The writing sessions took place at Headley Grange in Hampshire, England, but Peter’s wife was far away in London and went into labour with their first child. The birth couldn’t have gone worse, with both the mother and the baby’s lives in jeopardy. The situation had Peter going back and forth between London and Hampshire, and his other youthful bandmates will now freely admit that they weren’t the least bit understanding. They were all about getting the album made, while he clearly saw that the lives of wife and baby were more important.
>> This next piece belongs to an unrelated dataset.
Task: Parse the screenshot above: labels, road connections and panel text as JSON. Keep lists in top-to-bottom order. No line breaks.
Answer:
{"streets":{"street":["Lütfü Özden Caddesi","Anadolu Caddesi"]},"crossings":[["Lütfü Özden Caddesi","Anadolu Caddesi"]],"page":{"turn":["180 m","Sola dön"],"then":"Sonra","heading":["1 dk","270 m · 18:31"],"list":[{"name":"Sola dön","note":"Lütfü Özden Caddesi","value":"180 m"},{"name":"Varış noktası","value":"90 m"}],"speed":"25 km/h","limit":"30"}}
That conflict surely had Peter looking for an exit, but he dutifully managed to finish his work on the album.

The Lamb took Genesis on an extensive tour around the world, and brought them to a wide audience in North America. (The double-disc set got up to number 15 in Canada and number 41 in the States.) A lot of that had to do with the stage show which had gotten more elaborate than ever before. Throughout the concert there was a series of slide projections, but because they were working with mid ‘70s technology the slideshow rarely proceeded like it was supposed to. Peter’s costumes were another matter altogether. For the song “The Colony of Slippermen” he emerged from a giant phallus wearing a grotesque rubber outfit covered in lumps and boils. For some in the band he had taken the costumes far past reasonable lengths. As Phil said decades later, “The worst was ‘The Slipperman’ where he came through this inflatable dick dressed in this horrible outfit which sometimes got a little bit stuck on the way out, and on the times that he did make it out the microphone could barely get near his throat. And then he was out of breath. There are a lot of words in that song…. He hadn’t really thought it through.”
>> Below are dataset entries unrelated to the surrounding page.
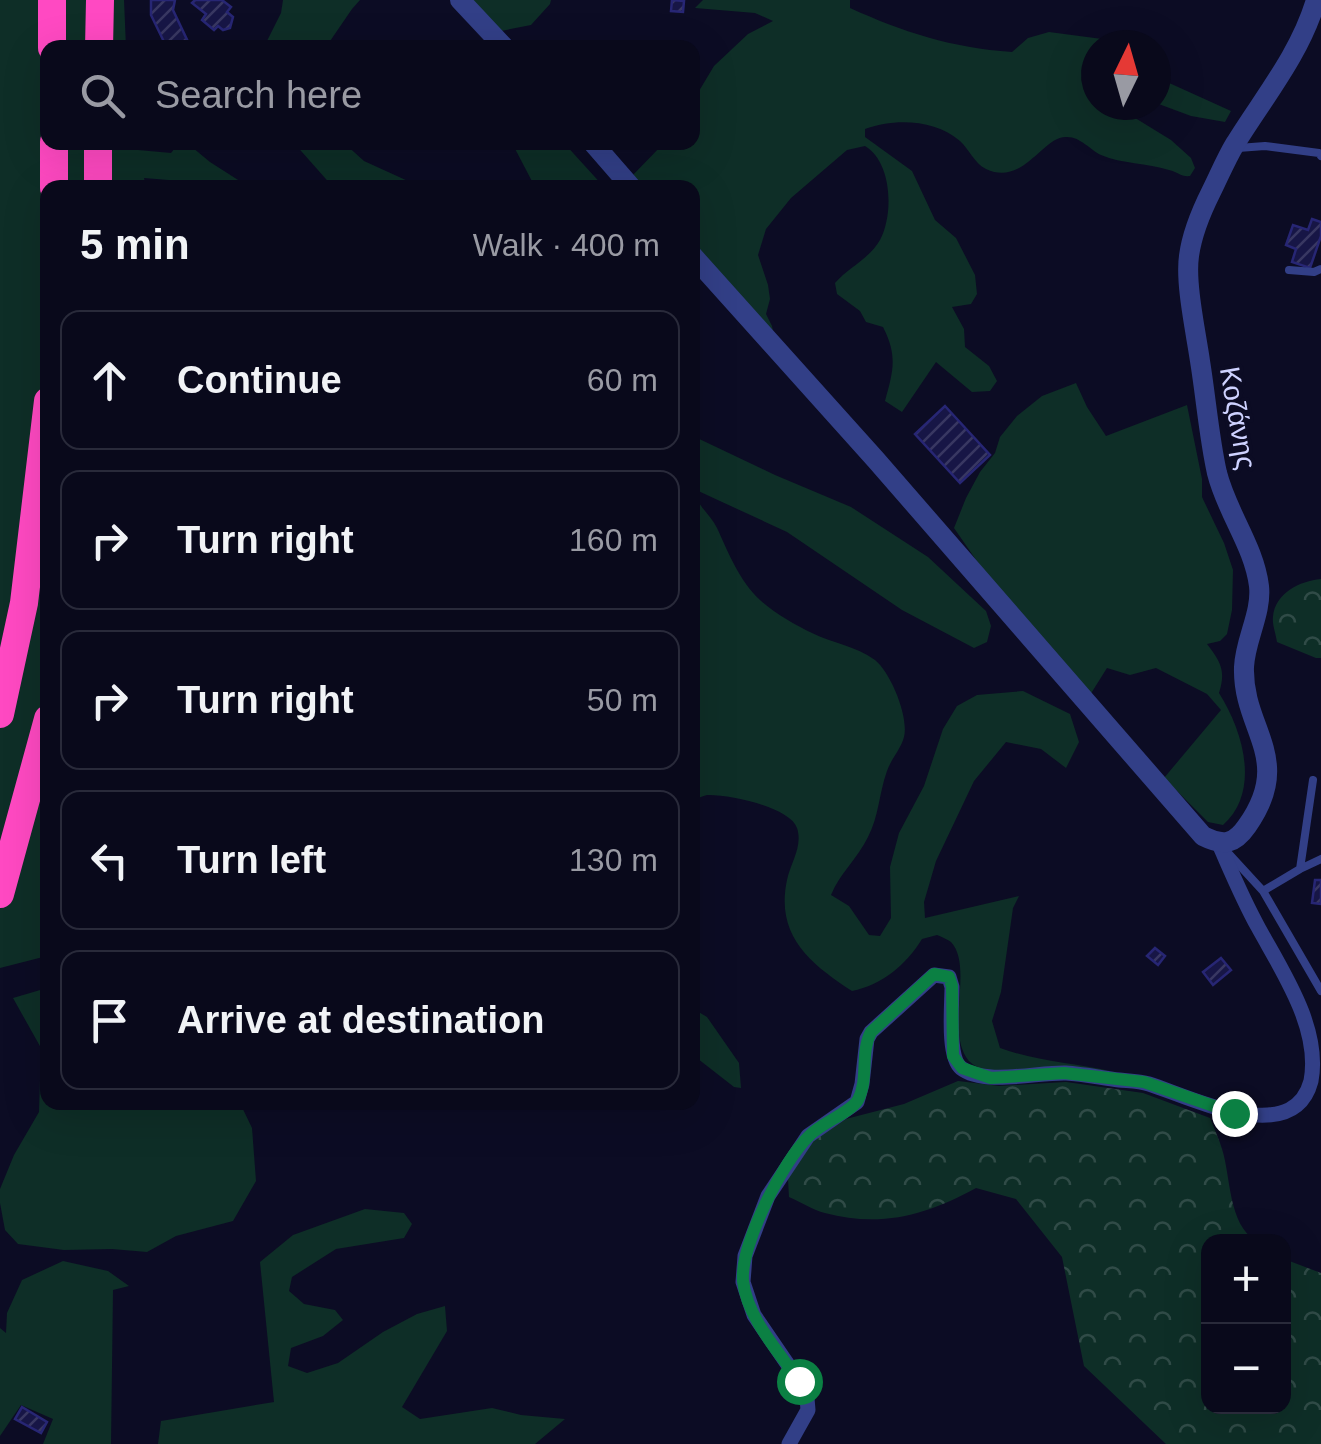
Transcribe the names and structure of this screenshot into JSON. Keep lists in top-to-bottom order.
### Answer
{
  "streets": {
    "street": ["Κοζάνης"]
  },
  "north": "top",
  "page": {
    "search": "Search here",
    "heading": ["5 min", "Walk · 400 m"],
    "list": [
      ["Continue", "60 m"],
      ["Turn right", "160 m"],
      ["Turn right", "50 m"],
      ["Turn left", "130 m"],
      "Arrive at destination"
    ],
    "map_buttons": ["+", "−"]
  }
}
Nevertheless, and regardless of the feelings of anyone inside Genesis, the fans were loving it. The Lamb had brought Genesis to a new peak of success, bringing them to the forefront of ‘70s prog rock alongside Pink Floyd and Yes. Those fans were not ready for what came next.
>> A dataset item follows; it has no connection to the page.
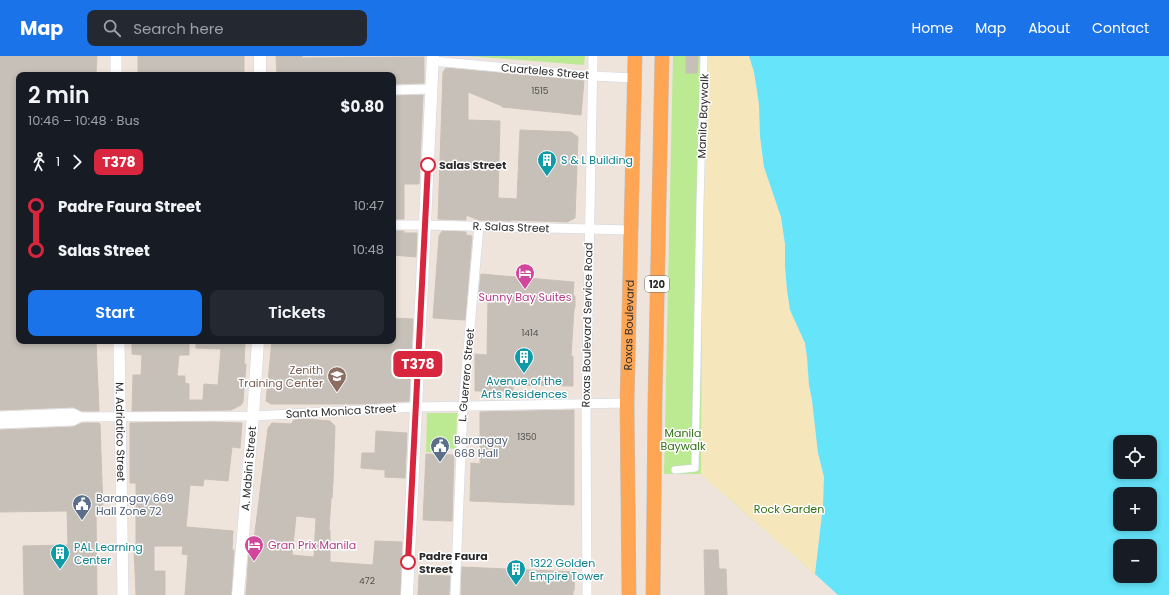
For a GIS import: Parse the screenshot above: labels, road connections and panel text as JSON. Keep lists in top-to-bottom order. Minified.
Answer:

In November of 1974 during a concert date in Cleveland, Peter told his bandmates he was leaving Genesis at the conclusion of the tour, which came in May 1975. In August Peter sent a statement to the British press claiming that he had become disillusioned with the music industry and that he wanted to spend extended time with his family. In response, the music press openly wondered if Genesis had a future without their charismatic frontman. As collaborative as the creative process had been behind the scenes, the media and the public viewed Peter as the star of the show. Everybody may have been dazzled by Tony’s keyboard runs, Steve’s guitar solos and Phil’s drum fills, but with all of his costumes, storytelling and presentation, Peter was viewed as the singular element that set Genesis apart from their peers.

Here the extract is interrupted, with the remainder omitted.